Present each line of the entries below that holds the word "Коммунаров".

─── Given entries ───

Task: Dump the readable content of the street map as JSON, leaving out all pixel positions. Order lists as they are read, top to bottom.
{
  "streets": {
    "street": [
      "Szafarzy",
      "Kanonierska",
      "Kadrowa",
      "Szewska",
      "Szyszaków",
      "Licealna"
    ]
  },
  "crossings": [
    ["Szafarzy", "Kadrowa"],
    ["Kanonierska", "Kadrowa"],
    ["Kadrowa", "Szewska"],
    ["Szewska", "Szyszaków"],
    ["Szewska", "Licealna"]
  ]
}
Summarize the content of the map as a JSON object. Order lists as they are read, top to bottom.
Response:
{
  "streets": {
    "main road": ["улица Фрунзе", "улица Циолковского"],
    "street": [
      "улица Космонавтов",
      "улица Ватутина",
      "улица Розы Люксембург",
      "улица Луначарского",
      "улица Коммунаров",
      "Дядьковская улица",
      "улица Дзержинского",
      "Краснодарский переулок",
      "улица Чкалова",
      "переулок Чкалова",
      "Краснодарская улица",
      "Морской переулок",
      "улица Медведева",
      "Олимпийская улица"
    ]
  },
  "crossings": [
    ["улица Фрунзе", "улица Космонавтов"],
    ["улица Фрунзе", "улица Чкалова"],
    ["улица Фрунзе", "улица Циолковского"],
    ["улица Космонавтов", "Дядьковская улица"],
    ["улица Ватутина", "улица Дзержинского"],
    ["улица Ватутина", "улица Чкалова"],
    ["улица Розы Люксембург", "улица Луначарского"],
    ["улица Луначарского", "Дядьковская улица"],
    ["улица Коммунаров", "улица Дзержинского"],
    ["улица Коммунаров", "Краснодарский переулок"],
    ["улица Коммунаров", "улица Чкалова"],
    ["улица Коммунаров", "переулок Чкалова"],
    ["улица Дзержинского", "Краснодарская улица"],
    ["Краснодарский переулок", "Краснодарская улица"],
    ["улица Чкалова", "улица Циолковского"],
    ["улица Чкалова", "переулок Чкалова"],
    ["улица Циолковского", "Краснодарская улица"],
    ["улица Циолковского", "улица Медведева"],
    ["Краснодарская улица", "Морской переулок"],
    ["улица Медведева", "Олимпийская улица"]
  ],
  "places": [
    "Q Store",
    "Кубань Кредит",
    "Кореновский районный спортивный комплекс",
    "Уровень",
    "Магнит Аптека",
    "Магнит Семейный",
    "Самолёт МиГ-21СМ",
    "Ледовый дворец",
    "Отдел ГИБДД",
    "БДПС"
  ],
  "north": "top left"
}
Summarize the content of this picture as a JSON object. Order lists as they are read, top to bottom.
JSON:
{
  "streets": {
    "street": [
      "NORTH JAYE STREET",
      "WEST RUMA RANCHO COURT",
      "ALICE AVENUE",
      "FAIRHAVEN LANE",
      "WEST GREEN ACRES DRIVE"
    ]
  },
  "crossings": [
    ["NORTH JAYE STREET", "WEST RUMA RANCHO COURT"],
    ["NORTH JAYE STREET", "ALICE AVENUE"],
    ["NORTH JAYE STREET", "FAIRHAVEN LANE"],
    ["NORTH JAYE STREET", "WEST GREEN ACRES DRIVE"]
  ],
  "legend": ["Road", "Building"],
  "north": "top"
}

───

Solution to this exercise -
      "улица Коммунаров",
    ["улица Коммунаров", "улица Дзержинского"],
    ["улица Коммунаров", "Краснодарский переулок"],
    ["улица Коммунаров", "улица Чкалова"],
    ["улица Коммунаров", "переулок Чкалова"],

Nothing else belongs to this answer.